Excellence est un mot qu’on entend souvent aujourd’hui à propos des universités et de la recherche, ce qui n’aurait rien d’anormal si l’excellence n’était pas si étroitement subordonnée à l’idée de classement. Il faut être les mieux classés ! L’objectif du Conseil Européen de Lisbonne était de faire de l’Union Européenne « l’économie de la connaissance la plus compétitive et la plus dynamique du monde ». Et la conclusion qu’on en a tirée, c’est qu’il nous faudrait pour cela un petit nombre « d’universités d’excellence » (world class universities). L’excellence impliquerait donc une politique de concentration des meilleurs et de séparation des « moins bien classés ».
APRES LE “PAQUET FISCAL”, LE “PAQUET UNIVERSITAIRE”
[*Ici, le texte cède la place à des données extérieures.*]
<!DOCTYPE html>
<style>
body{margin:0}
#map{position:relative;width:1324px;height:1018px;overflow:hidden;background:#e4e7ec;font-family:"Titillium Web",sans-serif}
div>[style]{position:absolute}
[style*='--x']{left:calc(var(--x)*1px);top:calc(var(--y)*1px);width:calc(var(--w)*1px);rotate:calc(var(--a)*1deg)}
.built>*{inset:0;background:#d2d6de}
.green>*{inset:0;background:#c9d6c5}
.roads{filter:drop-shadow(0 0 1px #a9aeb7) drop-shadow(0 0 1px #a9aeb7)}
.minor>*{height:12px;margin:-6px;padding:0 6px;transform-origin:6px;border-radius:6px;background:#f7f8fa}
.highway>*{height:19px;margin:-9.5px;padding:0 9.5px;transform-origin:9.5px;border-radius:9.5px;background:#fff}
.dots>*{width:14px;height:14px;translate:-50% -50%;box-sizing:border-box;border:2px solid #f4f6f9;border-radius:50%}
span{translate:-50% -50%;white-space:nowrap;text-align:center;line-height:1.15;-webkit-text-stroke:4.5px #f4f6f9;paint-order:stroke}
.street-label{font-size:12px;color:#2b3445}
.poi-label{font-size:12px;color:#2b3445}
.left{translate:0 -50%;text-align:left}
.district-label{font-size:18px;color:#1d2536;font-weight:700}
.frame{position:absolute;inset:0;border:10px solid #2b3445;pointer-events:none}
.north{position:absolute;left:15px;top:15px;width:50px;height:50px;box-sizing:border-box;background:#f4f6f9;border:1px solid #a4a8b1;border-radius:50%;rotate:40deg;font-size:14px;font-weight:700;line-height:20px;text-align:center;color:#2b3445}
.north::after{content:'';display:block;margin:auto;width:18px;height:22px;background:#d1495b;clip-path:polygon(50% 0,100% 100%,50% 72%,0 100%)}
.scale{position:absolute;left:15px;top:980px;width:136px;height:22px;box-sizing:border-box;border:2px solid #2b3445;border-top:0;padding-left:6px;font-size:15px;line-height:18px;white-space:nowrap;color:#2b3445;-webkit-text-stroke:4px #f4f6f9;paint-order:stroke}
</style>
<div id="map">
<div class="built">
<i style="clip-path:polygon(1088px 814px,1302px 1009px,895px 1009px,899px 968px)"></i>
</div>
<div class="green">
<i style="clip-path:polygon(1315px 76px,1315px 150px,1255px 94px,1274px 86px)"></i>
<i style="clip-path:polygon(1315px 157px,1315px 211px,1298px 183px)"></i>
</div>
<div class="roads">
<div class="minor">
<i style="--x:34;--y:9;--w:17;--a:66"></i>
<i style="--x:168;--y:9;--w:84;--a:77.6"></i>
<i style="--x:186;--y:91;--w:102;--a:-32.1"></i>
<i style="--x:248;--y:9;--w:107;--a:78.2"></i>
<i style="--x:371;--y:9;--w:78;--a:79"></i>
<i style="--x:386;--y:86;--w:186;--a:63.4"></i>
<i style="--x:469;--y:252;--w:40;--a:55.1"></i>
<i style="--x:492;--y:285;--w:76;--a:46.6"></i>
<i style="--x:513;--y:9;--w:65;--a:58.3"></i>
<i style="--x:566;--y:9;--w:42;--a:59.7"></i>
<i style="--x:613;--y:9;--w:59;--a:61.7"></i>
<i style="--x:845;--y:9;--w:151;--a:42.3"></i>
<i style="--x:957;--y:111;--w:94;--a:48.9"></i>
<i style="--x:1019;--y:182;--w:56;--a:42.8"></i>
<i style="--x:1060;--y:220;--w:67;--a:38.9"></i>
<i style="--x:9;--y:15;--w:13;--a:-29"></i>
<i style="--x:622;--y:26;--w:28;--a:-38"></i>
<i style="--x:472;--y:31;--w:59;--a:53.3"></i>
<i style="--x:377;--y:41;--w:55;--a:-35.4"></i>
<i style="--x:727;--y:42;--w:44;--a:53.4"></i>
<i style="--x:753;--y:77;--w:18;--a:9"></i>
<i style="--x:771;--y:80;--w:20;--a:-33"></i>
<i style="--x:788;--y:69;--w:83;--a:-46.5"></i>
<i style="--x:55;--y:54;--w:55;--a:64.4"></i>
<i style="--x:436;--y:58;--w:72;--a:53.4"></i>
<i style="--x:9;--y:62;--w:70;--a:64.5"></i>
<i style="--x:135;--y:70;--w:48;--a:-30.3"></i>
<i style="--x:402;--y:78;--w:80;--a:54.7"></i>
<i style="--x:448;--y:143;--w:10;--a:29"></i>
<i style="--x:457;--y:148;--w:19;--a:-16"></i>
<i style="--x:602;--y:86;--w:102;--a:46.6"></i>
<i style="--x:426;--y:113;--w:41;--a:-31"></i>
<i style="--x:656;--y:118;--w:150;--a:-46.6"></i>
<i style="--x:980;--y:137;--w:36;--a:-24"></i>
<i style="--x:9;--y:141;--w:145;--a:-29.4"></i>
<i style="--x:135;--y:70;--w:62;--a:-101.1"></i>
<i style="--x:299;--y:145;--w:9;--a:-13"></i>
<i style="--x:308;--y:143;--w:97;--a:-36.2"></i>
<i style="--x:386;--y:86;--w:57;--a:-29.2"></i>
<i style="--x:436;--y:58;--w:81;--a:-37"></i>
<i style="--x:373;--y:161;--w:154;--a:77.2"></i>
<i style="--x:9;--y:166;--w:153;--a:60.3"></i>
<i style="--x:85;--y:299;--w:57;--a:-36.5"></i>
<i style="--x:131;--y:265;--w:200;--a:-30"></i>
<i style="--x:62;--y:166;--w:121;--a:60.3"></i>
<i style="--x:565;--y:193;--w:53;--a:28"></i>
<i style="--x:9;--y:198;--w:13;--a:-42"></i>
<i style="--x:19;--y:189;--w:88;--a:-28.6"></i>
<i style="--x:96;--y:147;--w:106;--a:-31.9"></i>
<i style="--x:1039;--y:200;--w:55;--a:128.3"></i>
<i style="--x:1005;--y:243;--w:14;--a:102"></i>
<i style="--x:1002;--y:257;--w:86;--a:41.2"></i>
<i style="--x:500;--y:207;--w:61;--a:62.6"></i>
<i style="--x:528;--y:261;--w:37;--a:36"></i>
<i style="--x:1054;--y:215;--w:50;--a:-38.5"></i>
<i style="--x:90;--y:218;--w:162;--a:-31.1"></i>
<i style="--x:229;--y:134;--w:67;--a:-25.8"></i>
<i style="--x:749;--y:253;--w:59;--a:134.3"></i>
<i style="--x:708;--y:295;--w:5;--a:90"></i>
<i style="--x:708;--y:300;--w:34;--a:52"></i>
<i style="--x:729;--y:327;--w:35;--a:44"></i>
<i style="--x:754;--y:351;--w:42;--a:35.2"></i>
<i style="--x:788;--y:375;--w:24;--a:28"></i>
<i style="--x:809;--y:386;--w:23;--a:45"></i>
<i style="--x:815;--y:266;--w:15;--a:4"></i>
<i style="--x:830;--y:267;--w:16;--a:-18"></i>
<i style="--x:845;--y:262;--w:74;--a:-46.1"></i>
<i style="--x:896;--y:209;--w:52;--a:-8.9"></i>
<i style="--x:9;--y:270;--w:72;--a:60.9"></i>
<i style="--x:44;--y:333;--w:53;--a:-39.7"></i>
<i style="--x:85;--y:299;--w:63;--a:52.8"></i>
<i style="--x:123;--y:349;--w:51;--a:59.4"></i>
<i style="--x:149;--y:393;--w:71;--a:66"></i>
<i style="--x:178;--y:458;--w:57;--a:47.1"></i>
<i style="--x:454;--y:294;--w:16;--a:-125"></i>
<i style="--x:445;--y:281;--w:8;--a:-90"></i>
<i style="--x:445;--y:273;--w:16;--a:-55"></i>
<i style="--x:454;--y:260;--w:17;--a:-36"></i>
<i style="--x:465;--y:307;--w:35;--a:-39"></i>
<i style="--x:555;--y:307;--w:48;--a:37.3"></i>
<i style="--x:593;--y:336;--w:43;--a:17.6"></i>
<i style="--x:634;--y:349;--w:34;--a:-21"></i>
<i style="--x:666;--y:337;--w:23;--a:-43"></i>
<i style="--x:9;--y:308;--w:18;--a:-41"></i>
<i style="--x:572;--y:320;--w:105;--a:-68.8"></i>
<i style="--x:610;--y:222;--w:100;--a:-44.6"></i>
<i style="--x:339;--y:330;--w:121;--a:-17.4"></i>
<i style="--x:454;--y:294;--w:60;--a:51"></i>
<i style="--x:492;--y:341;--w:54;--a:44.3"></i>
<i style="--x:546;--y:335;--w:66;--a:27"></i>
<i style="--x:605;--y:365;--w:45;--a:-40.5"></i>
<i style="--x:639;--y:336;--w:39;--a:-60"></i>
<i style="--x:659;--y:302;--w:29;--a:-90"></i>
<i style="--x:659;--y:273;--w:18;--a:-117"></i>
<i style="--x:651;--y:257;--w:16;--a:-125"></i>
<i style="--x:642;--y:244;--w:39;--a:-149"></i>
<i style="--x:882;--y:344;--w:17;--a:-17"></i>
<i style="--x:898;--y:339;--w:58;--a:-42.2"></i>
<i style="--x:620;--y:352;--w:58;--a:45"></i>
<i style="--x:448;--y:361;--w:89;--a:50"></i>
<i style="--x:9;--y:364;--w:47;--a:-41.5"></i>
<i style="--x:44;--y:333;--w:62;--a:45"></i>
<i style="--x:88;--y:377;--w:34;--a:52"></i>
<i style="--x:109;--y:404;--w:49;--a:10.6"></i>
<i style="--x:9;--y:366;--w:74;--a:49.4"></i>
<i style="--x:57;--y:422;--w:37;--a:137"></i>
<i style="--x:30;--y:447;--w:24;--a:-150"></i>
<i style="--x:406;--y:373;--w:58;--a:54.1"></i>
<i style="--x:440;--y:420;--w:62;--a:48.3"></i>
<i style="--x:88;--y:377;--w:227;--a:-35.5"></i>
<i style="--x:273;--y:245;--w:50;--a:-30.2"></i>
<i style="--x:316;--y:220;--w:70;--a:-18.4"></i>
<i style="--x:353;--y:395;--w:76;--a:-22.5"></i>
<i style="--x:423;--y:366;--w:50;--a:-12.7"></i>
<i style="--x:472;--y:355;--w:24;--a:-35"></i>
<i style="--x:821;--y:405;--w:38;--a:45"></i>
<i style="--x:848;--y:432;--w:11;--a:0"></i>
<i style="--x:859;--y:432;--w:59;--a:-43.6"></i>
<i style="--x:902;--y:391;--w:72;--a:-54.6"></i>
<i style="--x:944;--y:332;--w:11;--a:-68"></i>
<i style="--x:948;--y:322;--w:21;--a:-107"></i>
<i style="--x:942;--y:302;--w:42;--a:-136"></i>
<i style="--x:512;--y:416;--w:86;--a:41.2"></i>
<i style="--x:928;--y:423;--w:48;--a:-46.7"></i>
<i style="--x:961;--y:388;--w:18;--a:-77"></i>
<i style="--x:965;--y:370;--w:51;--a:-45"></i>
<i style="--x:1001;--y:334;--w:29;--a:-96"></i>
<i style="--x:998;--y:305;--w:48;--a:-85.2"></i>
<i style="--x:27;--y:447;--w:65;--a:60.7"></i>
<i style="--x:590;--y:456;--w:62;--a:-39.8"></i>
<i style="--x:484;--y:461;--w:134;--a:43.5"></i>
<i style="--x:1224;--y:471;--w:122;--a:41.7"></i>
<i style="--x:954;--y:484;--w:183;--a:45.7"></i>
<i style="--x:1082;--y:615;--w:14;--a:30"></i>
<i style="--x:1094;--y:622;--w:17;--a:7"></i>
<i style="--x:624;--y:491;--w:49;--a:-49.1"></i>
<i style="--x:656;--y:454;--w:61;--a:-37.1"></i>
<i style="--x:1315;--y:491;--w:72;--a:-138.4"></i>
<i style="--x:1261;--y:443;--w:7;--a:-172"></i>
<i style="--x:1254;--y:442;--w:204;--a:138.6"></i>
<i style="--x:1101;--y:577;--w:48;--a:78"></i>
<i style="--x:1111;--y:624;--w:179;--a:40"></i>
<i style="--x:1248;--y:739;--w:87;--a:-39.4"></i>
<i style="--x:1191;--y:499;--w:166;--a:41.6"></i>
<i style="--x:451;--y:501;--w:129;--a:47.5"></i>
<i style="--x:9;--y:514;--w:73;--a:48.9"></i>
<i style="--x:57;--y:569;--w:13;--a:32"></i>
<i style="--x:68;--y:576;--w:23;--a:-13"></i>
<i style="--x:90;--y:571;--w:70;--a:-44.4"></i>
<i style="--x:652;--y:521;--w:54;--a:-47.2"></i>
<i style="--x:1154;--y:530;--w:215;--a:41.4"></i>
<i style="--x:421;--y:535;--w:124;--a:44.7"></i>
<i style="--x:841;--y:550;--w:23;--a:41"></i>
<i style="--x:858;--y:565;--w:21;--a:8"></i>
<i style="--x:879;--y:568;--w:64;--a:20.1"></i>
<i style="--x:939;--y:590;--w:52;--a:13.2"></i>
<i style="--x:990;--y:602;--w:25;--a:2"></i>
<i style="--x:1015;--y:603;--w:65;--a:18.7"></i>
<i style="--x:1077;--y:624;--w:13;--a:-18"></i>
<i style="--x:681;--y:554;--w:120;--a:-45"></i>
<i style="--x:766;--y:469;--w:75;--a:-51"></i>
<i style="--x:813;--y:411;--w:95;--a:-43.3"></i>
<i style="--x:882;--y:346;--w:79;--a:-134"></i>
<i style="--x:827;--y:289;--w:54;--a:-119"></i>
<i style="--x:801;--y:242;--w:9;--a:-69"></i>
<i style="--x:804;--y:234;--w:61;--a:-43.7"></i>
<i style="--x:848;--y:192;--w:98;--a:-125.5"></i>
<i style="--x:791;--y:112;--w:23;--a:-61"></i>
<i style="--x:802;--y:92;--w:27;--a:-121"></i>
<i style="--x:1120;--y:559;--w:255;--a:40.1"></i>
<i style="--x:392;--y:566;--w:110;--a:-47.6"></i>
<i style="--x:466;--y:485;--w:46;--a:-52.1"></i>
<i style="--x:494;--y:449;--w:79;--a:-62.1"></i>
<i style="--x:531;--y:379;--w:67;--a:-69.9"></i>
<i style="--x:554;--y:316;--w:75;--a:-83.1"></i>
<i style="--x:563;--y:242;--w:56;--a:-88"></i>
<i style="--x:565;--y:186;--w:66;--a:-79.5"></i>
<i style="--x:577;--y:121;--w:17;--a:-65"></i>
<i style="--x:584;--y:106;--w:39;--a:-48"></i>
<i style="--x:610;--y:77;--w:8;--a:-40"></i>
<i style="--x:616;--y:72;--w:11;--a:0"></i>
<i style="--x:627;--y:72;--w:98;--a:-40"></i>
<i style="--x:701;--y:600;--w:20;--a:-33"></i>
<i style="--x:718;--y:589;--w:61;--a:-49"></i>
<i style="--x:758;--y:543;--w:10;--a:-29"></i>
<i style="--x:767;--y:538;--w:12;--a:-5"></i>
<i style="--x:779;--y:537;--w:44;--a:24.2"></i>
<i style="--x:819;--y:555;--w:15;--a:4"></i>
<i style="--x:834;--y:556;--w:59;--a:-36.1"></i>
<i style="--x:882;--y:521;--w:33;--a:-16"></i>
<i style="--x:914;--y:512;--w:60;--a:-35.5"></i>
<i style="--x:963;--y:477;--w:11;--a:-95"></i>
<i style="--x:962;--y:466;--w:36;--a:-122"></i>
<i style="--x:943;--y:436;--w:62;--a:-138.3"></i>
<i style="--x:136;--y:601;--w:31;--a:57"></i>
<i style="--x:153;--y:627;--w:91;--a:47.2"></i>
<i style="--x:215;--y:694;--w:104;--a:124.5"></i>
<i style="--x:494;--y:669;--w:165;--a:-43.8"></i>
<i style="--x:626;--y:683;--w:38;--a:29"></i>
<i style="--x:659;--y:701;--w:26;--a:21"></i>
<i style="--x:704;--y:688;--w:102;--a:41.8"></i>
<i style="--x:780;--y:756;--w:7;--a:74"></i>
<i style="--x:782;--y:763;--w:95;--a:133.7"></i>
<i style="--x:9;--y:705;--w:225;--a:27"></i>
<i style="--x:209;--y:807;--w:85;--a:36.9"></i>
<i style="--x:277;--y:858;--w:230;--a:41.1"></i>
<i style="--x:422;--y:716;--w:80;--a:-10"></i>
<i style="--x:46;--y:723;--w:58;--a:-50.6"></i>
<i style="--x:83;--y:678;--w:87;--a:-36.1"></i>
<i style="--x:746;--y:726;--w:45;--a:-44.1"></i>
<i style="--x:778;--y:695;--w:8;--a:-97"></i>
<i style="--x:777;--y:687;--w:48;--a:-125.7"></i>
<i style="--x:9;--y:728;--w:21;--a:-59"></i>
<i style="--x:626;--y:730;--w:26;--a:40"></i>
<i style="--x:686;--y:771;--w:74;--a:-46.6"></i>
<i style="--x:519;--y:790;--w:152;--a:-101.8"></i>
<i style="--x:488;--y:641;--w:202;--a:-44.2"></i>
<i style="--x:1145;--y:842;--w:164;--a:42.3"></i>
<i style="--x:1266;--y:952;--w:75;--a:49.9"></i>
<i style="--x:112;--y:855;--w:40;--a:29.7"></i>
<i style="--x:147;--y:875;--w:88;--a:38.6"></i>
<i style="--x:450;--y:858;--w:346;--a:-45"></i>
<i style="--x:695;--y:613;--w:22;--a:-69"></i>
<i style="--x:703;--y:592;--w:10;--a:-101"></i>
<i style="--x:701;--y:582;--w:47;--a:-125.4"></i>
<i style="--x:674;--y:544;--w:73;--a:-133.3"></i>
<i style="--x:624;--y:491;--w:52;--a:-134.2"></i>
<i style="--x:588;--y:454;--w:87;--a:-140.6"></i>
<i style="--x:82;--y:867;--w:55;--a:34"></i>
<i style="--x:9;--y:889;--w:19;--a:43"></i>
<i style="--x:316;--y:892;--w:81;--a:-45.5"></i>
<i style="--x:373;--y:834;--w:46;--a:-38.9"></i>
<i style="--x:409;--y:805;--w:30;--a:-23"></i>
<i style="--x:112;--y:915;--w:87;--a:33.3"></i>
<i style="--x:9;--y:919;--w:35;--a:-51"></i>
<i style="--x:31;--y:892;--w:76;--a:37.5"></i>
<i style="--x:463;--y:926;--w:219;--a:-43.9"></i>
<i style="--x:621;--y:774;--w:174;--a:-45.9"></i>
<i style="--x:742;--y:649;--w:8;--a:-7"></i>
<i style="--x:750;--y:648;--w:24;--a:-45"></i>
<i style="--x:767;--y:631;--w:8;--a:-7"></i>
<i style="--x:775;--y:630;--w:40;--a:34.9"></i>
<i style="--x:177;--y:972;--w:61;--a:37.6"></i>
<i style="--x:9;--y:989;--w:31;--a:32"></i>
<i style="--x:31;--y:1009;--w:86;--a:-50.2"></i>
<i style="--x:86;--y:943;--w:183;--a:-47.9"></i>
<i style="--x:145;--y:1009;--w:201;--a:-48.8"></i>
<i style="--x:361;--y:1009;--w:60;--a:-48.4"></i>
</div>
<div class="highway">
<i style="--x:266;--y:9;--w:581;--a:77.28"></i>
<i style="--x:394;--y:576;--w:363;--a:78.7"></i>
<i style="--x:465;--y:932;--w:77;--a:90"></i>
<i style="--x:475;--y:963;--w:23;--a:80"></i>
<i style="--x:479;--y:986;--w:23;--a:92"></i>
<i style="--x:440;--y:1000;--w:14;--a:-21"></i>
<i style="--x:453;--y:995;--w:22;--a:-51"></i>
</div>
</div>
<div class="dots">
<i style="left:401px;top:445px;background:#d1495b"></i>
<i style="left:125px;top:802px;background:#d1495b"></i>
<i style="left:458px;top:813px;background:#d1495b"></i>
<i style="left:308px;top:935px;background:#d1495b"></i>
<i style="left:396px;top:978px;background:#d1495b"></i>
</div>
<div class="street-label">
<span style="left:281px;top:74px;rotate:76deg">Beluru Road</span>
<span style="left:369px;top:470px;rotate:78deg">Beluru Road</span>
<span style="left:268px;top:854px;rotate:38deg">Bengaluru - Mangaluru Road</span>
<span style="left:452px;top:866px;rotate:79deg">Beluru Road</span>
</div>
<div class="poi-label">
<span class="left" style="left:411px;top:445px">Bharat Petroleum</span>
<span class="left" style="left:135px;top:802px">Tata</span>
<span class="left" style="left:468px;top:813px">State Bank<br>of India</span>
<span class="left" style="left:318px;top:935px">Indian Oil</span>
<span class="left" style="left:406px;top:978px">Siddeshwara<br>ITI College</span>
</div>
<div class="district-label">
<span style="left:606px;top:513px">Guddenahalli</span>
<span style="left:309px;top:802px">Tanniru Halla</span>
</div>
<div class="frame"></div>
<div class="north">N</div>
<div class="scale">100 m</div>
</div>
L’idée centrale est qu’il faut réserver l’argent à un petit nombre de pôles et de projets. Le corollaire en est qu’on va instituer une stricte hiérarchie entre les universités dont la plupart vont se retrouver déclassées a priori. Sans doute a-t-on raison de dénoncer le saupoudrage des crédits. Mais le saupoudrage est souvent une conséquence de l’insuffisance globale de financement lorsqu’on ne veut rien sacrifier. Et la question est bien de savoir s’il est rationnel et juste de sacrifier tout ce qui n’est pas « classé dans l’excellence ».
UNE POLITIQUE CONTESTABLE
Tout d’abord, cette politique est contestable d’un simple point de vue économique. On peut citer, en contrepoint, le lancement par Barak Obama, en juillet 2009, d’un plan ambitieux de 12 milliards de dollars sur 10 ans, en faveur des community colleges. Ces institutions d’enseignement supérieur en deux ans ont été parfois comparées à nos IUT et nos BTS, mais elles rassemblent, de façon non sélective, 6 millions d’étudiants[2] (soit le tiers des étudiants américains) alors que les IUT en comptent, en chiffres ronds, 100.000 et les BTS 200.000. Donc, si on voulait établir une équivalence démographique, cette population des community colleges correspondrait aussi à une grande partie de nos étudiants de licence. Quoi qu’il en soit, voici ce que dit Barak Obama à l’occasion du lancement de son plan : « In an increasing competitive world economy,
UN CAS D’ECOLE : L’UNIVERSITE PARIS 13
Pour sortir des généralités, prenons l’exemple d’une université, Paris 13, que je connais bien pour l’avoir présidée, et qui est menacée de liquidation dans le processus actuel. La création de l’université Paris 13, à la suite des évènements de 1968 a représenté une innovation audacieuse, même si elle n’était pas explicitement assumée par le pouvoir politique d’alors. Avec l’université de Créteil, elle a été l’une des deux premières universités franciliennes réellement pluridisciplinaires. Mais surtout, cette implantation signifiait la présence, dans une banlieue populaire, d’une université à part entière qui contribuerait à la promotion supérieure des populations locales et au développement économique de leur territoire, dans un contexte de recherche de niveau international. Cette dernière option, ambitieuse, devait donner à ses missions une assurance de qualité que l’on ne trouve pas dans les simples « collèges universitaires ». Même si l’on considère que cette ambition aurait pu être mieux assumée si de vrais moyens lui en avaient été donnés, Paris 13 a su développer à côté de ses importants IUT et de ses formations professionnelles, des laboratoires de haut niveau.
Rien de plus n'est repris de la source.